Some tests are better performed by a specialised laboratory. This is especially true when the test requires advanced equipment, trained interpretation, or a more formal method.

ABV is a good example. Many breweries calculate alcohol from original and final gravity. This is useful as an estimate, but it can be wrong. Measurement errors, recipe changes, residual extract, alcohol effects, and incomplete fermentation can all influence the result. A lab ABV measurement gives a stronger confirmation of the final product.

Microbiological testing is another important lab check. Contamination is not always visible. A beer can taste fine today but still contain wild yeast or bacteria that cause problems later. Microbial testing helps confirm hygiene and product stability.

Other useful lab checks include IBU, colour, dissolved oxygen, CO₂, FAN, VDK, DMS, or troubleshooting analysis. These tests do not always need to be done on every batch. They can be planned based on risk, beer style, customer requirements, or production changes.

A practical testing model

A brewery can use a simple three-step model.

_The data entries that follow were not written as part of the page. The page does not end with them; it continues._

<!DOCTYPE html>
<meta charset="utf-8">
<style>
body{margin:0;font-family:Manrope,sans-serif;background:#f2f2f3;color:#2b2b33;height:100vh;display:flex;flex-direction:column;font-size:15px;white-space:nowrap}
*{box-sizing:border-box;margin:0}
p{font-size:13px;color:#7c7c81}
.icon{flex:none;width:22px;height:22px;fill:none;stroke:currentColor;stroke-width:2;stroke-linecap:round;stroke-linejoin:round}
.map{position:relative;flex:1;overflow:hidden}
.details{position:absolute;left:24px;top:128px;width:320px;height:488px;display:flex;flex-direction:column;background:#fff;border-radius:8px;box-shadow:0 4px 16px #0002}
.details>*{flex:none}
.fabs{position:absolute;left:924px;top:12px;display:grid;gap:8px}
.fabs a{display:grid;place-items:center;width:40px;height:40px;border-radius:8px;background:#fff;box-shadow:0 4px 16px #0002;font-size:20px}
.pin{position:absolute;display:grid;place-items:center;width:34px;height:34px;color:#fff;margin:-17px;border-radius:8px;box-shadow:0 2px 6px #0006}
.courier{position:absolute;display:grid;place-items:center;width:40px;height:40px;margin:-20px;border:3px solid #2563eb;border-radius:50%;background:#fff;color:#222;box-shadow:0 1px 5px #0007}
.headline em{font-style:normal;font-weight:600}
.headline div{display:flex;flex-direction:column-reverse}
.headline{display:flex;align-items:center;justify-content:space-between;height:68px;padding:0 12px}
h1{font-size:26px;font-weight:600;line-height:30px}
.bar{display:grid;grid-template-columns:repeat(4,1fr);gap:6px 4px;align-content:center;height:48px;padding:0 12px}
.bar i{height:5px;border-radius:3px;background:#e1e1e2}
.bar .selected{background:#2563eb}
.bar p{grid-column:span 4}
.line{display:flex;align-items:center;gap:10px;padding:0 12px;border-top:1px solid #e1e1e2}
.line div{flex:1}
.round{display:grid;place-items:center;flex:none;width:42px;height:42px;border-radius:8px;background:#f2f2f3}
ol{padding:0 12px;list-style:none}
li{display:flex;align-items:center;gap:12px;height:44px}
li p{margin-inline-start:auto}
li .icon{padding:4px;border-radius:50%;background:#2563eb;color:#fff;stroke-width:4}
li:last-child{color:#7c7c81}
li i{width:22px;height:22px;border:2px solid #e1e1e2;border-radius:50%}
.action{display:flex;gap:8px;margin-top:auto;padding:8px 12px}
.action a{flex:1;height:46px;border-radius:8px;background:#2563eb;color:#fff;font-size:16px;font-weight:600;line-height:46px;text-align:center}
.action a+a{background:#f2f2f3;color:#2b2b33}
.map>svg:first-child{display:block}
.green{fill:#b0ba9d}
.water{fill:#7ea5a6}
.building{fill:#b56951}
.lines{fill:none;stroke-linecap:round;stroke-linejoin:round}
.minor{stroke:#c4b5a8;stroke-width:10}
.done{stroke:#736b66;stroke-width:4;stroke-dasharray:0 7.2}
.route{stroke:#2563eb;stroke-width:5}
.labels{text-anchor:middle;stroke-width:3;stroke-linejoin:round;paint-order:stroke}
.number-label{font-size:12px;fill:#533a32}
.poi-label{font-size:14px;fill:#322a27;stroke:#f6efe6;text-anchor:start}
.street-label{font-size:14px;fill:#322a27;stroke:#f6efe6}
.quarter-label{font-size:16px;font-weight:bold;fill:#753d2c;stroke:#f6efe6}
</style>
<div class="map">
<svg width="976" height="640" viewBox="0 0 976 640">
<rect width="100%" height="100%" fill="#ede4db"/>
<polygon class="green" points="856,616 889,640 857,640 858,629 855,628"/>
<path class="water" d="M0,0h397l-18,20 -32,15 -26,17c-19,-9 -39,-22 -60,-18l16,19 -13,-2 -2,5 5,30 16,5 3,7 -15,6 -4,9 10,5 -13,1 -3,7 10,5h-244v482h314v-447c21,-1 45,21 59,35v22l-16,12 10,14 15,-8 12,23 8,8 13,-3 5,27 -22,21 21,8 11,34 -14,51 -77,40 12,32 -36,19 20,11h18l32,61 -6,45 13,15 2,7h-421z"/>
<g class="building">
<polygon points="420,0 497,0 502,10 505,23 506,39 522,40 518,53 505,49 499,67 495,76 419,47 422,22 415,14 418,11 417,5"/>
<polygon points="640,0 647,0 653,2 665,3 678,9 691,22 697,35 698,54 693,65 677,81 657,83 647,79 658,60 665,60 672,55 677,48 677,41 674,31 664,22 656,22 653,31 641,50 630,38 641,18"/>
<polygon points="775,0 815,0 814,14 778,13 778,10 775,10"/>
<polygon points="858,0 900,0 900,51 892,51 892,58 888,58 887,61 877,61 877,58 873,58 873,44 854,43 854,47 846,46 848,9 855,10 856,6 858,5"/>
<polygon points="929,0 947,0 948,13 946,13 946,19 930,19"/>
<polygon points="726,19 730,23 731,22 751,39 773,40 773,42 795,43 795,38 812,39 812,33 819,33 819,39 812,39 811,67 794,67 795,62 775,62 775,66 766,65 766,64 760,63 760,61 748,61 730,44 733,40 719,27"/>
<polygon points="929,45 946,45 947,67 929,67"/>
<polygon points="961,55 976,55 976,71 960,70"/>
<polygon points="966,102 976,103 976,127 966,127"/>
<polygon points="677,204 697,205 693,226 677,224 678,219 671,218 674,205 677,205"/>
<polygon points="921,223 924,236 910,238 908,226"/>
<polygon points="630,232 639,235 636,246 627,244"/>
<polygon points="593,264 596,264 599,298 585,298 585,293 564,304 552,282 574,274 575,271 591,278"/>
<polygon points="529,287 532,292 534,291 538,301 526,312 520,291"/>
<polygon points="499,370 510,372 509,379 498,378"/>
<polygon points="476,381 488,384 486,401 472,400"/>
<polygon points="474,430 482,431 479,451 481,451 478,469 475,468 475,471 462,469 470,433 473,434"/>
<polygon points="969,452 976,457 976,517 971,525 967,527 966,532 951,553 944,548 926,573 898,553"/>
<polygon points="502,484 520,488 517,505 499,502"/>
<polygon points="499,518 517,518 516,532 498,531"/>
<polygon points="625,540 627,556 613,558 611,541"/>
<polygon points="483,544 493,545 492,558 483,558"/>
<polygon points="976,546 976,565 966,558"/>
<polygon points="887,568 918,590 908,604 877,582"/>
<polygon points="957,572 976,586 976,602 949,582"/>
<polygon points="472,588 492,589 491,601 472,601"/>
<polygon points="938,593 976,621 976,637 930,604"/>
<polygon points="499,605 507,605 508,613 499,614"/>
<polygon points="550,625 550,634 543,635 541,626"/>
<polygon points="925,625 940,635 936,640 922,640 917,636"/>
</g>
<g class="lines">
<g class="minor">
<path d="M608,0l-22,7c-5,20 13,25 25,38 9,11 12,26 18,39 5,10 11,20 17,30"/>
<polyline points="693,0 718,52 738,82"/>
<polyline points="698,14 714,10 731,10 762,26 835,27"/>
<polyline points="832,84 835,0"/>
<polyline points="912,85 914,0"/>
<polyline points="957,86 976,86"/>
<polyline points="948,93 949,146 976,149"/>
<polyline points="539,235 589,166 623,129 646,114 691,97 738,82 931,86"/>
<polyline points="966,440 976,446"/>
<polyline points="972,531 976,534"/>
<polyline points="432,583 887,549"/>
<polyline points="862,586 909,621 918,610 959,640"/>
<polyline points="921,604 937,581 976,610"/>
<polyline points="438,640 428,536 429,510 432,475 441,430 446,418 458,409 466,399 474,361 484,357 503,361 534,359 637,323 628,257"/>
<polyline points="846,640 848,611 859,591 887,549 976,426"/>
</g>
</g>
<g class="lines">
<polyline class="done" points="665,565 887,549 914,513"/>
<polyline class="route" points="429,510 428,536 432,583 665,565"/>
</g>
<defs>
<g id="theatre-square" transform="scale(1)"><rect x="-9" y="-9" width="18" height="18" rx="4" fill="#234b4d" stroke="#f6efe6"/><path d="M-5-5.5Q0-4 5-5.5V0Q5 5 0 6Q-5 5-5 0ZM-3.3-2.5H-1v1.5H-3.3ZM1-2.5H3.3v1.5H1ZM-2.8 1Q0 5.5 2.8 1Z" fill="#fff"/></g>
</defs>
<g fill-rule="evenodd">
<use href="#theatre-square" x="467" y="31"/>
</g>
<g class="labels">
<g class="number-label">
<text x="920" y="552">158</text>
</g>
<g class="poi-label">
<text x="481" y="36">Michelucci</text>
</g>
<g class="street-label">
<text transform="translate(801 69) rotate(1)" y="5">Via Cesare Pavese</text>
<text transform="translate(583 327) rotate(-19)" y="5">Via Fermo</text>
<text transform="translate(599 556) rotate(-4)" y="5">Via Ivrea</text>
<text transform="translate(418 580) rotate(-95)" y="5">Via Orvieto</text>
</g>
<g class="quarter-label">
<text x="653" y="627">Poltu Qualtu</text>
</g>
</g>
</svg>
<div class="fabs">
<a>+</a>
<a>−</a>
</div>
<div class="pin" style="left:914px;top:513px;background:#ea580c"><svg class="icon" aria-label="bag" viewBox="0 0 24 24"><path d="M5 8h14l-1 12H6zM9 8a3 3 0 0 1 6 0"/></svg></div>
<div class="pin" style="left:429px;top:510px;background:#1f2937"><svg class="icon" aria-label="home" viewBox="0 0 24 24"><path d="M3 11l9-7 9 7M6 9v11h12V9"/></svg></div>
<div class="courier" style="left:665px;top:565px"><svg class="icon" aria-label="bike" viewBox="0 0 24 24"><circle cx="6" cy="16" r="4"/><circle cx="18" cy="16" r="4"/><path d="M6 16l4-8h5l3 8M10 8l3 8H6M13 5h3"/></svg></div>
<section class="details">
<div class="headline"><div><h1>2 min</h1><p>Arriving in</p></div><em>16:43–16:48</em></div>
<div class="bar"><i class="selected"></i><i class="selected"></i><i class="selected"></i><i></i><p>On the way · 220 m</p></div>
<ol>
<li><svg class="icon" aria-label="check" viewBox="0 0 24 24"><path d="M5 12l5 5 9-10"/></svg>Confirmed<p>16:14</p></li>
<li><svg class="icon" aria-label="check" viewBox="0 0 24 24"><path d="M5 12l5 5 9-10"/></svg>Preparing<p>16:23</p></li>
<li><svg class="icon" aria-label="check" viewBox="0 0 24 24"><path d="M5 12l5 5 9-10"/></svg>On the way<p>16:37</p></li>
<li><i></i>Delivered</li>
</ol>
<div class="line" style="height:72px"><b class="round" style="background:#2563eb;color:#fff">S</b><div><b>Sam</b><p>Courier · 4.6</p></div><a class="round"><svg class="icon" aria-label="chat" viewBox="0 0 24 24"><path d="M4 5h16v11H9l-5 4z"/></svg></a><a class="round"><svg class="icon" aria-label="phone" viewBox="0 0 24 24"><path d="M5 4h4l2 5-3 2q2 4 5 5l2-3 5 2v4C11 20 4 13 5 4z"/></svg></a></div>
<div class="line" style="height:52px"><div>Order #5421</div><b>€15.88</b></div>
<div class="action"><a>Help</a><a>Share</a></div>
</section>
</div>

The first step is routine production control. These are in-house checks during brewing and fermentation: pH, density, fermentable sugars, temperature, and sensory observations.

The second step is release control. These are checks before packaging or before product release. This can include final fermentable sugars, final density, sensory approval, ABV confirmation, and selected microbiological testing.

The third step is investigation. These tests are used when something unusual happens. For example, if fermentation is slow, ABV is different than expected, beer is unstable, or contamination is suspected.

This model keeps the workload realistic. The brewery does not need to test everything all the time. It only needs to collect the right information at the right moment.

Why this matters

Good testing is not about collecting numbers. It is about making better decisions.

In-house checks give fast process information. Lab checks give deeper confirmation and expert interpretation. Together, they help the brewery reduce risk, improve consistency, and understand its own process better.

For craft breweries, this is a practical way to professionalise quality without building a large internal lab. The brewery keeps overhead low but still gains reliable information.

This is especially important when the brewery grows. More production means more responsibility. A smart testing plan helps the team stay organised, protect product quality, and scale with confidence.